Reported: 2005-07-10 06:32 UTC by Michael Dyck
Modified: 2007-01-16 17:21 UTC (History)
0 users

See Also:


Attachments

Description Michael Dyck 2005-07-10 06:32:03 UTC
2.3.1 Formal values

[14] ProcessingInstructionValue ::=
"processing-instruction" QName "{" String "}"
    Change "QName" to "NCName".

[17] NamespaceBinding ::=
"namespace" NCName "{" String "}"
    I think you'll be better off if you change "String" to "AnyURI".

'In that grammar, "String" indicates the value space of xs:string,
"Decimal" indicates the value space of xs:decimal, etc.'
    Please clarify.
    Are you saying that, for example, the symbol 'String' "derives" a
    language of (abstract, non-syntactic) values (namely, the values in
    the value space of xs:string)?
    Or rather, that it derives (though by unspecified productions) a
    conventional language of character-sequences, each of which you
    identify with a value from that value space?

    Examples like these:
        text { "42" }             # i.e., String derives '"42"'
        10 of type xs:integer     # i.e., Decimal derives '10'
    certainly appear to assume the latter. But it seems to just forestall
    the inevitable matter of the syntactic-to-abstract mapping. And
    presumably we are to assume that the standard functions (on which
    the dynamic semantics are built) take and return abstract values
    rather than syntactic denoters thereof.

element weight of type xs:integer { text { "42" } } {}
    This does not conform to production "[9 (Formal)] ElementValue":
    if the final braces are there, then there has to be at least
    one NamespaceBinding between them.

"The same rule about constructing sequences apply"
    s/rule/rules/ or s/apply/applies/
    Which rule(s)? (Give a cross ref?)

(10, (1, 2), (), (3, 4))
    Actually, this isn't a "value described by that grammar", because the
    grammar has no production for parenthesized values.

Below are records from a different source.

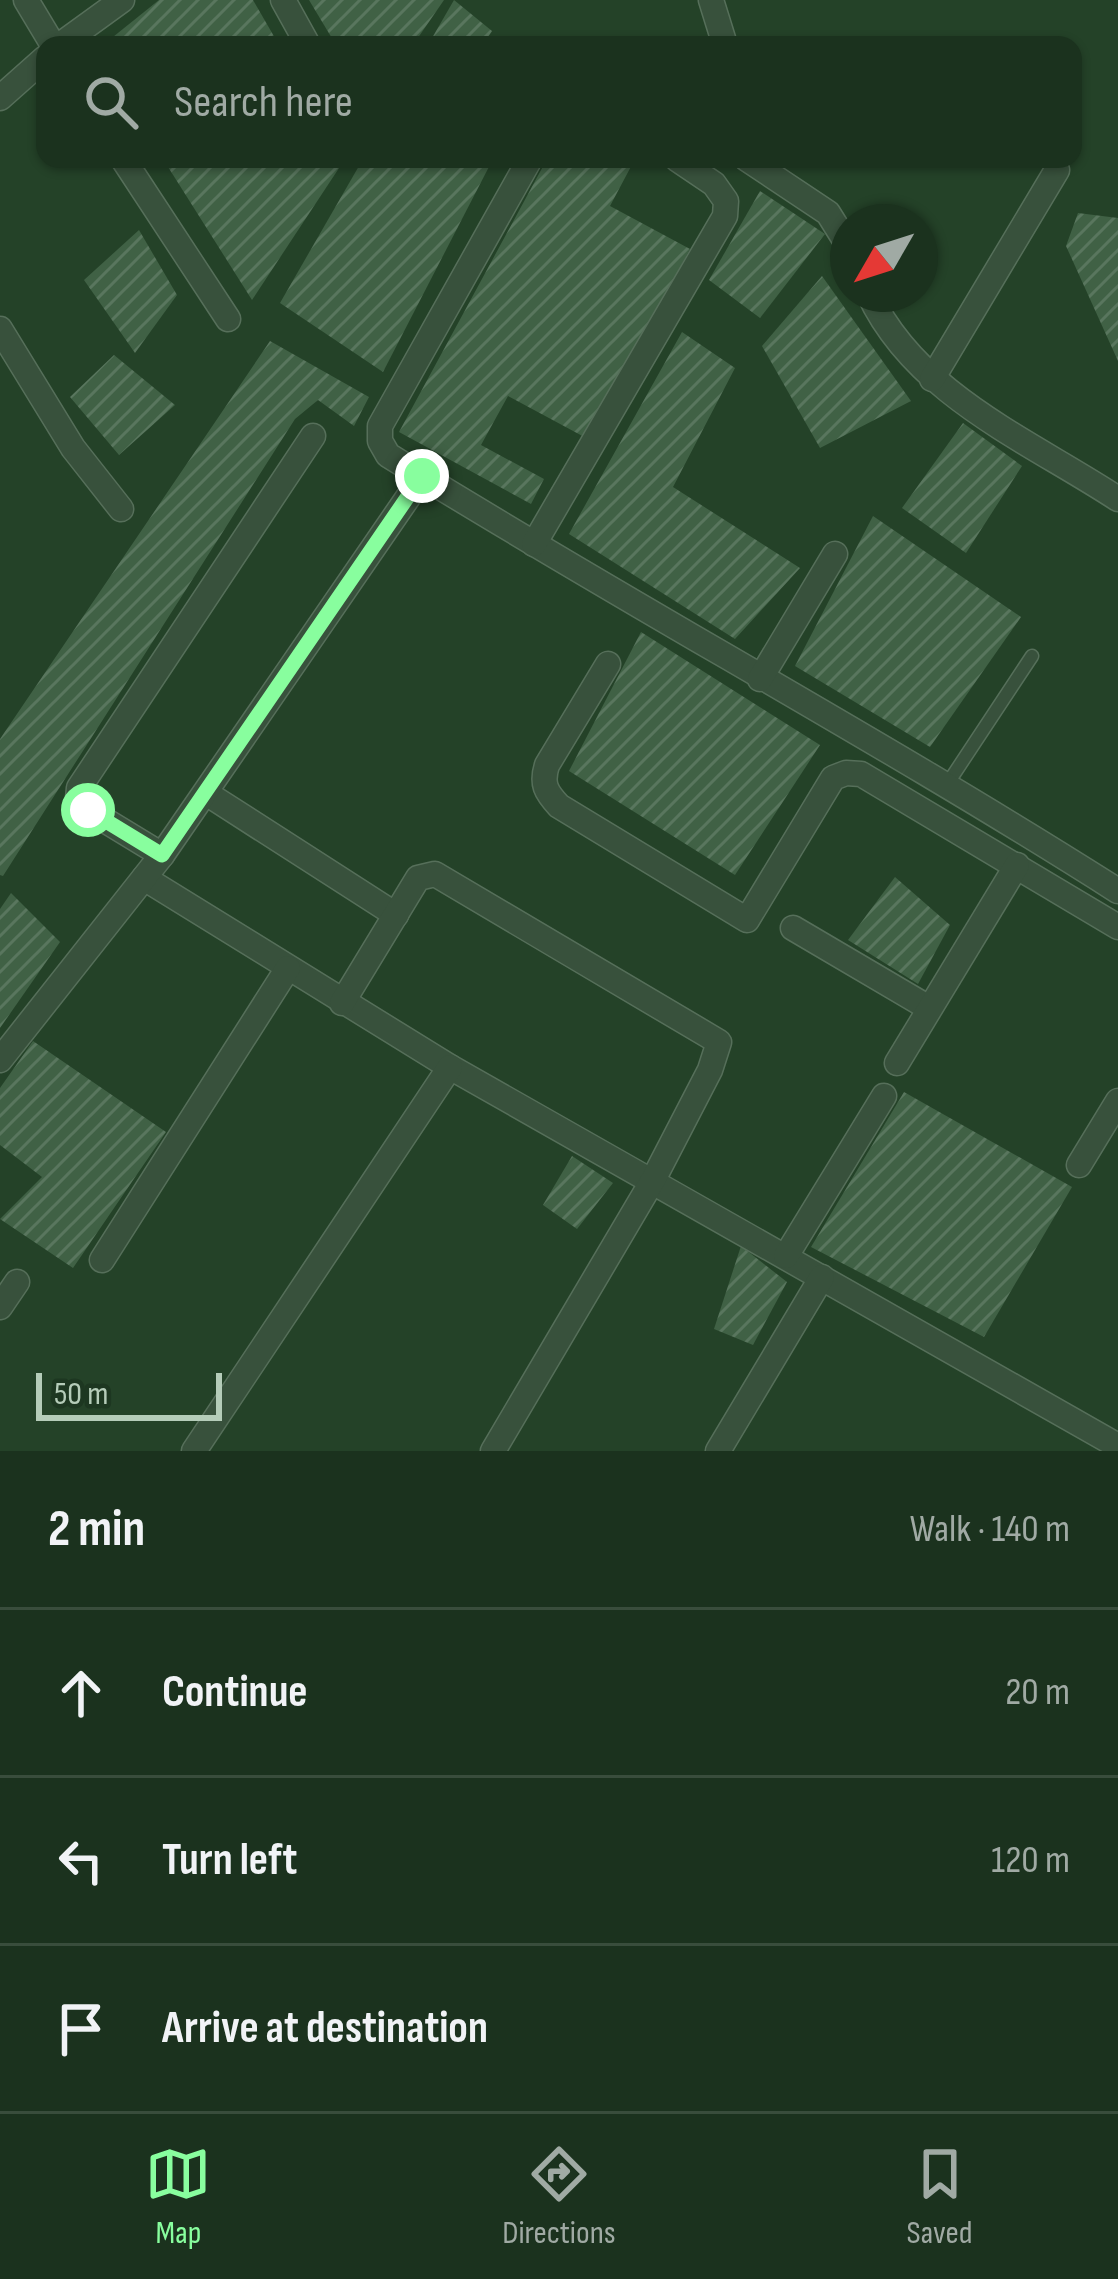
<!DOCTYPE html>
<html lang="en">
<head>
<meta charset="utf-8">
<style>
  :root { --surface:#1b321e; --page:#283e2b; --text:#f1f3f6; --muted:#a0aaa4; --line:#394d3c; --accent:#88fe9e }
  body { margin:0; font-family:"Sofia Sans Condensed",sans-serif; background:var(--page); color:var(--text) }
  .compass { position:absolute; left:830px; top:204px; width:108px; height:108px; border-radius:50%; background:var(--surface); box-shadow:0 3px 9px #0004; rotate:231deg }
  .scale { position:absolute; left:36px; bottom:30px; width:186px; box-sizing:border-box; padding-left:12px; border:6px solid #b5ccb9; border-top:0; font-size:33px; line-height:42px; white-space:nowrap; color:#b5ccb9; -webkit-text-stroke:9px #1d3721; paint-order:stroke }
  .stop { position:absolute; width:36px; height:36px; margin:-27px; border:9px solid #88fe9e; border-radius:50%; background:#fff }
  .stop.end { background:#88fe9e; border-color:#fff; box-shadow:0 3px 12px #0008 }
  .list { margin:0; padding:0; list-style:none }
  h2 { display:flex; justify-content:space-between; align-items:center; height:156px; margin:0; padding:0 48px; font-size:51px }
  h2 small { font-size:39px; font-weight:400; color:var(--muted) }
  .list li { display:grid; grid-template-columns:78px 1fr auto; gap:36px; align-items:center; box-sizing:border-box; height:168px; padding:0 48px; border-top:3px solid var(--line) }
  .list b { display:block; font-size:45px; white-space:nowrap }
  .list em { font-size:39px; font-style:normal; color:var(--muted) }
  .icon { flex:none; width:66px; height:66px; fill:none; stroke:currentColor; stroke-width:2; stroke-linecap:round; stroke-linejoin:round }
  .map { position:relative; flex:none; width:1118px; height:1451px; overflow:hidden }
  .search { position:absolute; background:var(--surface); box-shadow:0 3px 9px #0004; left:36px; right:36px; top:36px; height:132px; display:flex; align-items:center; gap:30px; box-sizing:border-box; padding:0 42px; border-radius:24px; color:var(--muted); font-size:45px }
  .sheet { height:660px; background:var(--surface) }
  nav { display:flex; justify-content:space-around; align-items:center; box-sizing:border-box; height:168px; border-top:3px solid var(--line); background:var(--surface); font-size:33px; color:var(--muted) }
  nav a { display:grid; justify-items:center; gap:6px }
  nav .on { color:var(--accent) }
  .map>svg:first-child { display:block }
  .building { fill:url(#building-hatch) }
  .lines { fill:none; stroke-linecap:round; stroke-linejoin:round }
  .service-casing { stroke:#566f5a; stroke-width:15 }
  .minor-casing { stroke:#566f5a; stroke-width:27 }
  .service { stroke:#38513c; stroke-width:12 }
  .minor { stroke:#38513c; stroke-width:24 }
  .route { stroke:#88fe9e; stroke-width:15 }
</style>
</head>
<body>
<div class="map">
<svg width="1118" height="1451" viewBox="0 0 1118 1451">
  <defs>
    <pattern id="building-hatch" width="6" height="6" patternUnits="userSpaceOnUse" patternTransform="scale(3)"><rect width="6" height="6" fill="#406145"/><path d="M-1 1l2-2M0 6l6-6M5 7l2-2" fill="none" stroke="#59765e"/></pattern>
  </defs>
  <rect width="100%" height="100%" fill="#244228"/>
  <g class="building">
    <path d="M159 0H253L279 45H103Z"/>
    <path d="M309 0H444L413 45H336Z"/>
    <path d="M454 0 492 31 483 45H428Z"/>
    <path d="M163 159H345L252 300Z"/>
    <path d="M363 159H493L383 372 280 303Z"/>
    <path d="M547 159H635L610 206 690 249 588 439 508 396 481 445 544 479 531 504 399 432Z"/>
    <path d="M760 191 825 234 760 318 709 280Z"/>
    <path d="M1078 213 1118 218V361L1066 246Z"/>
    <path d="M139 230 177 295 135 353 84 280Z"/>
    <path d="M822 276 911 401 820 448 762 346Z"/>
    <path d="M682 332 735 368 673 487 800 568 735 639 569 534Z"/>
    <path d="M270 341 369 397 354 426 318 400 295 419 3 876 0 875V739Z"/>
    <path d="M114 355 175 405 119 455 70 397Z"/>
    <path d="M963 423 1022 466 966 553 902 508Z"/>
    <path d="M873 516 1021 617 930 747 795 666Z"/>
    <path d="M641 632 820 745 735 875 569 771Z"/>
    <path d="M895 877 950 925 918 984 848 940Z"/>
    <path d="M11 893 60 942 0 1028V909Z"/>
    <path d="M33 1041 166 1132 73 1268 0 1219 42 1177 0 1145V1088Z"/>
    <path d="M904 1092 1072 1187 984 1337 811 1247Z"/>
    <path d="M572 1156 613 1183 577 1229 543 1205Z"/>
    <path d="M741 1246 787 1282 753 1345 714 1329Z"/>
  </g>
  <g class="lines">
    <defs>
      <path id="service" d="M948 783 1032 656"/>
      <g id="minor">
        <path d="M26 0 53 45"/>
        <path d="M283 0 308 45"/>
        <path d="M711 0 725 45"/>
        <path d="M60 45 122 0"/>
        <path d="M0 98 45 58"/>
        <path d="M123 159 228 319"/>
        <path d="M530 159 380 426V441L388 455C629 605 879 739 1118 891"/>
        <path d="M747 159 828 213 848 245"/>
        <path d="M869 294C916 395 1030 441 1118 499"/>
        <path d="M0 329 73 448 121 509"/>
        <path d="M932 379 1057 170"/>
        <path d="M534 544 725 216 726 201 714 184 677 159"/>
        <path d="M608 664 547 765C541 784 546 792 559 806L747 920 833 778 846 773 861 774 1118 927"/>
        <path d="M760 679 835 554"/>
        <path d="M206 793 396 915"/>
        <path d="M162 855 88 810 78 799 79 788 313 436"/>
        <path d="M144 878 450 1067 1118 1446"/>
        <path d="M793 928 929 1008"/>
        <path d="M342 1003 418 878 435 874 719 1042 710 1070 653 1180 493 1451"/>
        <path d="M0 1060 162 855 422 477"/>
        <path d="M897 1063 1017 865"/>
        <path d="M1079 1165 1118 1101"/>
        <path d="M786 1256 884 1096"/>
        <path d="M102 1260 288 968"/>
        <path d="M0 1307 17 1282"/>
        <path d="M194 1451 450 1067"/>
        <path d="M718 1451 822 1277"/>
      </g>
    </defs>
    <use href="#service" class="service-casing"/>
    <use href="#minor" class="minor-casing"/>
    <use href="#service" class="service"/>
    <use href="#minor" class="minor"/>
  </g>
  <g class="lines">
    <path class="route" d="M88 810 162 855 422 476"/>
  </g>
</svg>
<svg class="compass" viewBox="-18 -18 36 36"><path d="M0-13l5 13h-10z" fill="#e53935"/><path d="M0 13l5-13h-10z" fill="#a0aaa4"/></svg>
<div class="scale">50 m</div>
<div class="stop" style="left:88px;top:810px"></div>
<div class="stop end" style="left:422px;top:476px"></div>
<div class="search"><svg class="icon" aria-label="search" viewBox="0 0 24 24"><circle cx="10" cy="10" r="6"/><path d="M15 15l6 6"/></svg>Search here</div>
</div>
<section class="sheet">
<h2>2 min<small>Walk · 140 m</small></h2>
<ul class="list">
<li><svg class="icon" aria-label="ahead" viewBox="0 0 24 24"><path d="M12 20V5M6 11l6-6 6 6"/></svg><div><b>Continue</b></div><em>20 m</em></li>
<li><svg class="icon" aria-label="left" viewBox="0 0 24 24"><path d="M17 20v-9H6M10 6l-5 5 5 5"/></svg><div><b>Turn left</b></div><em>120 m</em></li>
<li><svg class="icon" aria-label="arrive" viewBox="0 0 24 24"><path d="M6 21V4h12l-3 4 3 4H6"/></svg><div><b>Arrive at destination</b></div></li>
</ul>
</section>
<nav>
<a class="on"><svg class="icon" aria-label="map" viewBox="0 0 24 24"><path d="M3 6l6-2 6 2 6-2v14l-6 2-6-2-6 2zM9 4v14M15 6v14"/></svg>Map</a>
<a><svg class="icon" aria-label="directions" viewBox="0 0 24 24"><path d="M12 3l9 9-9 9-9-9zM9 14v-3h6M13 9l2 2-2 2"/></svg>Directions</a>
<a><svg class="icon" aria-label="saved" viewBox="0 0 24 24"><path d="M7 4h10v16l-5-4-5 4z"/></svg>Saved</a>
</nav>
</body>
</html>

"When the context is clear, we may omit the type annotation on literal
values."
    Hm. You've already said:
        "Atomic values without type annotations are assumed to have a type
        annotation which is the base type for the corresponding value."
    Does this new sentence add something?
Comment 1 Michael Dyck 2006-04-14 02:23:49 UTC
I don't think the third point ("Please clarify") has been addressed in the CR.
Comment 2 Jerome Simeon 2006-04-17 00:41:23 UTC
Added the following sentence to clarify:

<<
In that grammar, "String" represents the value space of xs:string, "Decimal" represents the value space of xs:decimal, etc. In each case, those non-terminals stand for a set of syntactic objects each of which correspond to a value in the corresponding value space. For instance "String" stand for all string values, and are written in this specification as "", "a", "John", etc.
>>

Thanks for pointing out that we overlooked that comment.
- Jerome
Comment 3 Michael Dyck 2006-04-17 05:49:20 UTC
Well, the added text helps, I guess, but it's still pretty loose, especially the last sentence. Consider the following (quasi-ER) diagram, established by the first two sentences:

      Syntactic Realm                         Abstract Realm
    -------------------                     ------------------
    
        non-terminal     --- represents -->    value space
       (e.g. String)                  (e.g., value space of xs:string)
             |                                      |
             |                                      |
         stands for                            [contains]
             |                                      |
             *                                      *
             V                                      V
       syntactic object  --- corresponds to -->   value

At the end of the second sentence, the phrase "the corresponding value space" breaks this somewhat, using the verb "corresponds" where the first sentence had set up "represents". In the last sentence, you say "string values", which I would take to mean "values in the xs:string value space", but you almost certainly don't mean that; rather you mean something like "String syntactic objects".

So I suggest that you:

-- Change "represents" to "corresponds to". (This will help delineate the syntactic/abstract divide.)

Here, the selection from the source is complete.